_DIRECTIONS:_ In the data, find each line where the word "function" appears and list that line.

_RECORDS TO USE:_

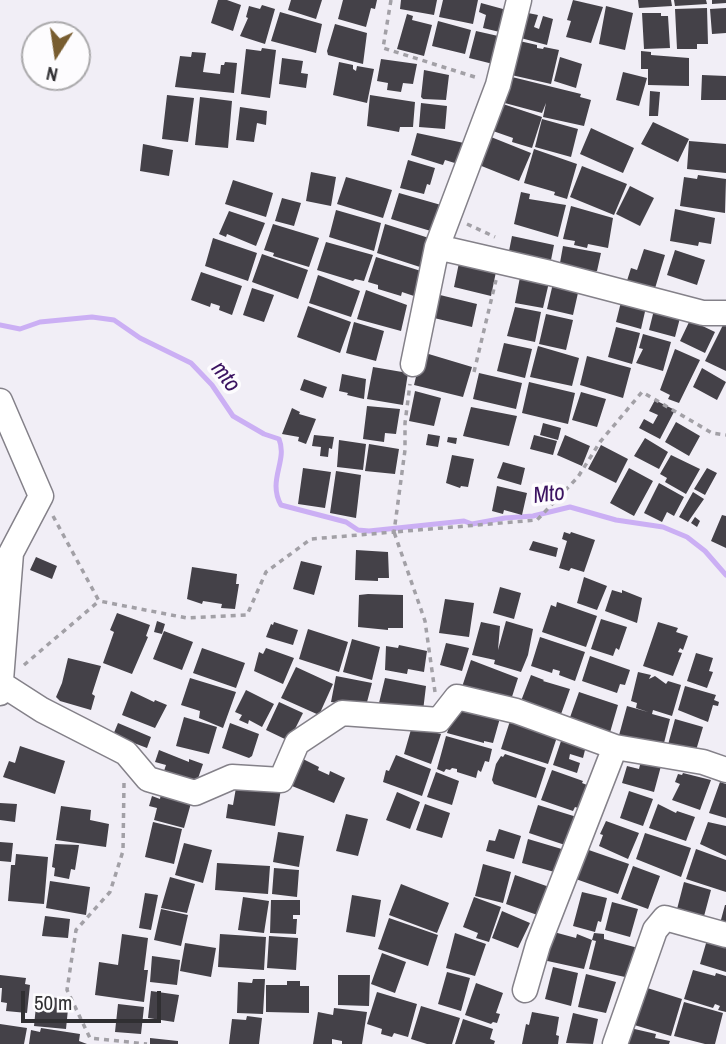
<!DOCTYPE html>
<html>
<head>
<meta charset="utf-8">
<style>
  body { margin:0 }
  #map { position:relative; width:726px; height:1044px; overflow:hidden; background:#f1eef6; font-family:"Archivo Narrow",sans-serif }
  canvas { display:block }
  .north { position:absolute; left:21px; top:21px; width:70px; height:70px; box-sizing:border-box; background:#fdfcfe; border:2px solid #abaaac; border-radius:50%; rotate:192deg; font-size:19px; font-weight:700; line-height:28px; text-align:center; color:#302f32 }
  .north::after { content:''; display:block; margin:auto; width:24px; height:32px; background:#785d30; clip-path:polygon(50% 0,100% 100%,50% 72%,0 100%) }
  .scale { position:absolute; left:21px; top:991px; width:140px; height:32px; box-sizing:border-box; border:4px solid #302f32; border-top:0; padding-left:9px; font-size:21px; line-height:24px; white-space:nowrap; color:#302f32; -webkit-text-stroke:5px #fdfcfe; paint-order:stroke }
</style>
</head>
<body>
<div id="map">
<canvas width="726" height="1044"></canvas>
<div class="north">N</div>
<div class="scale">50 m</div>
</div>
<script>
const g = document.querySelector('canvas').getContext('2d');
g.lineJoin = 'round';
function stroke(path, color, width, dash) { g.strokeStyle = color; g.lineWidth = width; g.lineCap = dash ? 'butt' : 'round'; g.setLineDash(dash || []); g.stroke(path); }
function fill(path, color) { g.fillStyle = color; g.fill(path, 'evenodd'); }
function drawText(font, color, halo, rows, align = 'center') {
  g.font = font + ' "Archivo Narrow",sans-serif'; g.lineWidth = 7; g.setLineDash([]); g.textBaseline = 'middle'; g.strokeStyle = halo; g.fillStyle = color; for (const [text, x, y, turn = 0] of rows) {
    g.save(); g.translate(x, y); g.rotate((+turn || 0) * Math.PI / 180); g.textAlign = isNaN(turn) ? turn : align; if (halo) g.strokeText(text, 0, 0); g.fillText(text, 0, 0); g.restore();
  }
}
stroke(new Path2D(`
  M0,325L20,329L40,322L92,317L114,320L140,338L191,363L212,385L233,416L264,434L279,439C288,461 267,480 281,505L346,522L358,530L369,531L464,521L472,524L505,518L533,516L570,507L616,520L663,527L687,537L705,551L726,575`), '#cbaff4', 5);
fill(new Path2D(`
  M218,0H227L241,5L233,31L211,23Z
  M291,0H322L316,19L288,10Z
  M343,0H377L375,9L371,8L366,27L338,19Z
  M401,0H437L434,15L400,9Z
  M443,0H478L473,24L439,17Z
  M573,0L603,7L591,43L566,37L571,21L567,20Z
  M638,0H671L672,6L639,8Z
  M674,0H706L707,4L675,6Z
  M712,0H726V3L712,4Z
  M481,3L514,12L508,34L483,28L486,15L479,12Z
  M262,5L275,9L265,44L240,36L248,18L246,17L249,6L260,9Z
  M606,6L633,13L625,50L599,44Z
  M707,8L708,44H697V49H677L675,9Z
  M726,8V33L712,34L710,9Z
  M280,12L322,24L316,53L271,41Z
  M523,12L538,15L534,27L539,29L543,16L553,19L547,45L517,37Z
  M642,13H661V16H668L670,48L644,49Z
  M407,14L413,16L412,20L432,25L424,56L397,49Z
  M438,21L471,30L465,54L432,46Z
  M335,24L367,33L363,64L328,55L327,51Z
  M476,31L507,38L501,66L469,58Z
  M515,40L537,45V48L543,49L544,47L559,50L551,84L507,74Z
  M262,48L276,50L270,98L241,94L246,49L261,51Z
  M641,51L651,52V55L689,58V86L648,85V69H641Z
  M192,52L206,53L203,72L220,74L221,65H224L225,62L237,63L234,93L175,87L180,56L191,57Z
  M560,57L582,64L576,88L554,81Z
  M282,58L303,61L301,73L308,74L306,88L279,84Z
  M381,59L417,64L413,84L403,83L401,92L387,90L388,83L377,81Z
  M339,62L353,65V69L356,71L357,66L374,69L367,103L333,95Z
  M424,70L449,75L446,100L423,99L421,97Z
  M623,72L647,78L639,106L616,100Z
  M702,75L726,76V100H701Z
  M508,76L581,94L580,97L591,100L584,126L543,117L546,103L542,113L501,102Z
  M650,91L660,92L658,116H649Z
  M167,95L194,98L188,142L162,139Z
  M370,95L415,102L413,127H400L399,132L367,126Z
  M200,97L232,101L228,148L195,145Z
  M421,103L447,106L445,129L419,127Z
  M503,104L542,117L532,148L512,142L513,138L493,131Z
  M240,107L267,111L266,125L257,123L254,142L236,140Z
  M542,119L578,129L571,157L535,147Z
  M653,122L689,139L678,162L641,144Z
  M591,128L634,148L623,173L580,154Z
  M417,133L464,143L458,164L445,160L443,165L411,155Z
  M491,137L531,153L519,181L479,165Z
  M689,141L726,144V173L687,169Z
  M143,144L173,150L169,176L140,171Z
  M534,149L577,164L567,199L554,195L555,192L524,183Z
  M408,160L435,168L430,185L427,184L424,194L400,188Z
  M582,166L627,184L614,215L570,197Z
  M311,172L336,177L331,206L306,201Z
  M698,175L726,179L725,213L680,206L684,177L697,179Z
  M346,177L392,190L383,218L337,204Z
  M233,180L273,193L266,217L225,204Z
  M630,186L654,198L640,226L616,214Z
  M521,192L530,194L529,199L566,205L558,237L514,224Z
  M399,193L441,205L434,232L391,219Z
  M282,198L301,203L294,226L275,221Z
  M571,206L613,218L608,248L588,244L587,248L574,245L575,241L563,239Z
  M675,209L715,218L711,244L699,242L698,246L670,241Z
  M336,210L381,223L374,251L329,237Z
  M229,211L265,223L256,246L227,234L226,237L219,234Z
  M273,224L319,238L309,267L273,256L274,253L264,250Z
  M385,224L432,239L423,268L377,253Z
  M512,236L554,245L549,270L507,261Z
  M213,238L257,253L248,281L205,266Z
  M326,242L373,255L364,281L355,279L353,281L317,270Z
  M563,246L601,253L597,271H593L591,281L558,274Z
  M644,249L665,255L653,295L625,287L631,268L637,270Z
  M675,250L705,260L697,285L667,275Z
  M262,254L308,270L298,299L252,282Z
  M376,257L421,271L414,296L402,292L401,296L378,289V285L368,282Z
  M460,258L497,267L491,296L454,287Z
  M201,272L242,286L232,315L219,310L220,306L211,303L210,307L191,300Z
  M521,272L550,278L543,308L515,303Z
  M318,275L360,291L351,317L309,303Z
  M554,279L580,284L573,315L547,309Z
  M252,288L274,295L264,322L243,315Z
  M366,290L407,305L401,331L357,319Z
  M440,295L477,304L472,327L434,318Z
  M622,298L647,303L641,329L616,322Z
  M308,306L351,322L340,353L297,337Z
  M515,307L541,312L535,342L507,336Z
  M654,310L680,318L675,337L649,330Z
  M546,314L573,320L566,350L539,344Z
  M726,319V371L705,361Z
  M690,320L715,332L705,353L680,341Z
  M354,322L384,331L376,361L346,353Z
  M616,327L640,333L632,364L608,357Z
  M643,334L671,342L663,371L636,363L643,349L639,348Z
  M504,343L532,349L525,378L497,371Z
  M538,346L579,358L572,386L530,377Z
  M675,349L700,360L679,403L668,399L670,395L660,390Z
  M422,352L472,367L463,397L414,385Z
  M587,356L631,368L623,398L580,385Z
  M373,367L408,373L403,405L367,399Z
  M702,368L726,382L717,400L693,387Z
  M479,373L522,383L516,409L473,399Z
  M342,374L366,379L364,399L347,395L348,393L339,391Z
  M304,379L327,387L323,398L300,390Z
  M529,382L575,393L568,424L522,413Z
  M415,391L441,398L434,426L409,421Z
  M581,392L606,399L597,427L572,420Z
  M655,400L675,410L660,439L639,428L644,419L653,424L658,415L649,411Z
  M367,406L400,409L396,434L385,433L384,442L363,439Z
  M471,407L517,416L509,446L463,436Z
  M292,408L300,412L299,414L316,419L306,444L298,441L299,437L282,434Z
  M676,422L700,436L689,456L665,442Z
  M543,423L561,428L558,440L540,435Z
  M428,434L440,436L438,447L426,445Z
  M314,435L334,437L332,449L329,448L328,457L320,456L321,447L312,446Z
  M534,435L557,441L553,455L530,449Z
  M565,435L590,446L582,466L557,455Z
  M448,437L457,438L456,444L447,442Z
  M645,438L668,452L659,469L634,456Z
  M339,440L366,444L363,470L337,467Z
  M369,444L399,449L395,474L365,471Z
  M601,445L628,459L616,483L588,469Z
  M452,455L474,459L468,487L461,486L460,488L446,483Z
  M671,455L700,469L686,494L665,482L667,478L660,474Z
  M503,462L525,468L521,485L497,478Z
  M303,468L331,472L325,508L298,504Z
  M629,468L653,481L634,516L610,503Z
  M707,468L717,473L705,495L694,489Z
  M336,471L361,475L356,518L330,513Z
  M659,483L684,497L674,516L667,512L662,522L644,513Z
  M497,486L527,493L522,515L504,510L503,514L492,511Z
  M693,492L704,499L688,522L679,517Z
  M722,515L726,516V548L711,541Z
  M695,517L700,521L697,527L691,523Z
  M564,532L570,534L571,532L595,540L584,572L571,568L569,571L559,568L567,541L562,539Z
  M533,541L558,548L556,557L529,550Z
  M356,550L388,552L389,578H378V581L355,580Z
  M36,557L57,566L52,579L30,570Z
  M301,561L322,566L314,595L293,589Z
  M192,567L237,574L236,584H239L235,609L221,608L222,604L203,601L202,604L187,599Z
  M584,577L607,586L597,610L577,603Z
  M500,587L521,593L514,619L493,613Z
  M612,590L622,593V590L642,598L637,623L605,611Z
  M368,594L403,595V628H388V630L358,627L359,595Z
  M445,599L474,603L469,637L439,633Z
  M557,602L597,616L586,647L542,632L551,605L556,607Z
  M117,613L150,625L146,636L148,637L132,674L103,663L114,632L110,630Z
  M601,619L627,627L619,650L616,648L613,656L591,649Z
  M157,621L165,624L162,634L154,632Z
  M506,621L533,629L528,655L521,672L494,664L495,660L472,655L481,622L500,626L498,650Z
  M274,622L298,630L293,645L266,637L271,624L273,625Z
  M658,622L678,628L676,632L688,636L683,650L680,648L678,652L682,653L673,676L643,666Z
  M308,629L348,642L339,672L299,659Z
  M164,631L193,642L182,670L153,659Z
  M540,637L585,652L575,681L559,675L560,671L553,669L552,673L531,666Z
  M352,639L380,647L372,680L343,672Z
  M446,643L469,648L462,671L440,665Z
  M399,645L427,651L424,672L408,669L407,674L385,670L386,646L398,648Z
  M202,648L245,663L236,688L193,673Z
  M266,648L294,658L283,684L254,671L259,652L263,654Z
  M696,653L713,658L709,671L713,672L707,688L687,681Z
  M590,656L630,670L625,685L620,684L617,693L582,681Z
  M68,658L101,666L92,694L95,696L91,710L60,701L56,697L62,683Z
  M471,660L518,678L510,703L461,690Z
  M296,667L333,684L319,715L281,698Z
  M638,672L651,675L649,679L655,676L666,684L668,681L681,685L672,716L653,710L652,714L670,719L662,751L618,739L627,706L648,712L636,708L637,703L631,701Z
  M531,675L544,680L543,681L570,689L560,717L521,701Z
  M336,676L372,683L366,706L331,702Z
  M190,678L236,692L223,728L199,718L200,711L181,705Z
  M385,678L426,686L423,711L401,704L400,707L379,703Z
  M685,686L716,695L714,700L719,702L718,706L713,705L708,722L678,710Z
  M246,690L274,704L262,727L249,720L248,724L239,720L242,715L235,712Z
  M131,691L154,702L155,700L167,705L155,728L122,715Z
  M579,692L618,705L609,736L568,723Z
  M279,702L303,713L289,741L266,730Z
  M457,704L500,718L493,743L484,741V743L447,733Z
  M184,717L217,727L209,754L176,746Z
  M675,719L703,727L694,757L666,752Z
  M510,721L557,737L548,764L501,749Z
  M118,723L151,737L147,748L113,735Z
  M230,723L259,734L252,756L249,758L222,748Z
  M412,726L441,734L431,764L404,754Z
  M446,736L492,749L489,762L485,761L481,772L478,770L476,778L457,772V769L452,768L450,770L446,769L444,772L437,769Z
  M562,738L586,746L583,758L570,754L569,759L580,763L577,773L553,765Z
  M20,746L65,761L55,794L3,777L9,761L15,763Z
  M159,750L189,762V759L203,764L194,790L161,780L166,765L155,762Z
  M505,754L546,768L536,798L494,784L492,780L496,764L501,756L503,757Z
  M396,755L431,769L422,796L383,782L386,770L389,771Z
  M303,759L319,767L318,770L329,775L330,771L345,778L334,803L292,786Z
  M641,761L661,766L654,792L622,783L627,766L639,769Z
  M552,770L583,781L582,783L592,787L584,810L575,807L573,811L541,800Z
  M436,772L459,781L452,805L427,797Z
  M683,773L711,780L700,810L672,800L680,784L675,782L678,774L682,775Z
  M237,782L281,789L275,826L226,818L228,804L233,805Z
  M720,782L726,784V818L709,813Z
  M162,788L193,796L184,828L154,820L157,808L149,806L152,796L160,799Z
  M629,791L653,799L643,826L620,818Z
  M397,792L420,802L410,829L386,820Z
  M0,803L17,804L15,822L0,820Z
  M425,804L450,813L442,838L416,830Z
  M658,804L676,813L677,811L695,817L686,841L649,828Z
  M538,805L580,818L574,848L529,833Z
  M61,806L91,810L90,820L109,824L106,847L56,840Z
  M346,814L368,819L358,856L336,851Z
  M606,821L639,833L628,859L599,846L603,835L600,834Z
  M153,822L182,829L174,864L145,857Z
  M708,822L726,826V856L700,844Z
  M499,829L521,836L514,859L486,851L489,840L495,841Z
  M278,832L304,836L299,867L273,862Z
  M645,833L691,848L681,877L636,859Z
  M528,839L565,850L558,873L522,863Z
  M0,842L13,843L11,862L0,861Z
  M184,843L212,850L203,883L175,875Z
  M55,844L79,845L75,870L71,869L69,879L54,876L55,868L52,867Z
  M583,848L629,864L618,894L573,878Z
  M696,849L726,860V892L686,879Z
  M16,854L48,857L44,904L8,901L11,865H15Z
  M217,863L270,866L268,894L215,890Z
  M483,864L511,872L503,903L475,896Z
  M633,866L660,876L648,909L621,899Z
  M274,868L299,870L297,897L272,894Z
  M515,875L555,889L546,918L506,904Z
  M170,877L195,884L187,913L161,908Z
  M50,881L90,887L86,915L46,908Z
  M684,882L711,890L703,920L676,913Z
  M401,884L449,903L437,933L389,915Z
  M582,892L607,898L601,922L598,921L595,932L573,926Z
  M145,893L158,895L151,930L139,928Z
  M352,895L381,900L375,937L346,932Z
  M243,897L269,901L264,933L238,930Z
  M474,897L501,907L489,942L476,938L478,933L463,927Z
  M271,900H300V915H293V919H297L296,934L270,933Z
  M612,902L638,909L630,937L605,930Z
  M725,905H726V929L719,927Z
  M161,909L188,915L181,946L154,940Z
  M502,911L530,923L518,948L492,938Z
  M45,916L70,919L68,938L42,936Z
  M389,918L438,935L428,966L378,949Z
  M550,931L576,938L577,934L592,940L594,933L604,934V939L642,949L634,979L589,969L596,941L592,940L584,969L543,960Z
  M455,933L486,944L475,976L446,968Z
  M709,933L726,938V972L700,964Z
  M122,934L148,938L144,970H148L144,1002L95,995L99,962L118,965Z
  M220,934L266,937L264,970L218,967Z
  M269,936L298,938L296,970L267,968Z
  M185,943L216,948L211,977L180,971Z
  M382,953L406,962L395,993L371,984Z
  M152,956L180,960L177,985L150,982Z
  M553,967L578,973L571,1006L545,999Z
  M693,970L715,976L716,973L726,976V1012L718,1010L720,1006L715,1004L713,1008L684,999Z
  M447,972L470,978L461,1011L438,1004Z
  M586,974L616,982L606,1013L578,1007Z
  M0,975L26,978L25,984L30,985L27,1013L6,1011L7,1003L1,1002L2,988H0Z
  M338,975H370L369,1006L338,1005Z
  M253,979H265L263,1014L237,1013L238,982L252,983Z
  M287,981H300V986H309V1013L266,1012V985H287Z
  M476,983L503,993L496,1013L500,1014L497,1023L493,1022L491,1024L465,1015Z
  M641,986L682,999L671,1036L631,1024Z
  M151,991L179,995L174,1022L148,1018Z
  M377,992L417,1004L408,1037L394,1033L392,1037L381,1034L382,1029L367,1024Z
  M37,996L69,999L66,1029L34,1026Z
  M684,1002L723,1013L715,1044H705L674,1036Z
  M118,1004L144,1007L141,1034L115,1032Z
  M421,1006L460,1018L452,1044H427L411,1039Z
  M334,1008L367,1012L362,1044H342V1041L332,1039V1044H313L318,1012L333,1015Z
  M532,1012L559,1017L556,1035L559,1036L558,1044H522L526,1024L529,1025Z
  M573,1013L598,1019L593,1044L566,1043Z
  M247,1016L262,1018L259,1044H229L232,1019L246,1020Z
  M463,1019L493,1029L490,1039L495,1041L494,1044H455Z
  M0,1024L27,1028L24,1044H0Z
  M626,1027L656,1034L655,1038L670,1041L669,1044H623Z
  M41,1028L80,1034L79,1041L87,1044H29L31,1030L40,1032Z
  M150,1038L178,1041V1044H150Z`), '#444148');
const minor = new Path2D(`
  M437,247L550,273L703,313H726
  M413,364L437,247L498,85L519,0
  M0,401L41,496L11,553L0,693
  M0,683L42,710L126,753L148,779L195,793L232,777L281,780L297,743L342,713L439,720L457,697L516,711L615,747L703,762L726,770
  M525,990L538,945L615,747
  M615,1044L655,930L665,918L726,935`);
stroke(minor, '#848189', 27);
stroke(new Path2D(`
  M391,0L383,48L478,78
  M467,224L495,237
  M474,372L496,280
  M53,516L99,601L187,618L247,615L266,572L311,539L394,532L405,450V423L410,384
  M24,665L99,601
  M435,692L425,621L394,532L537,520L578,477L600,442L642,392L712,433L726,435
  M124,783L123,851L110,892L76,930L67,990L90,1038L147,1044`), '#a2a0a6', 3.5, [5, 5]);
stroke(minor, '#fff', 24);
drawText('italic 23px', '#3b1361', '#fdfcfe', [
  ["mto",225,377,52],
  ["Mto",549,495,-7]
]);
</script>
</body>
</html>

_WRITTEN ANSWER:_
function stroke(path, color, width, dash) { g.strokeStyle = color; g.lineWidth = width; g.lineCap = dash ? 'butt' : 'round'; g.setLineDash(dash || []); g.stroke(path); }
function fill(path, color) { g.fillStyle = color; g.fill(path, 'evenodd'); }
function drawText(font, color, halo, rows, align = 'center') {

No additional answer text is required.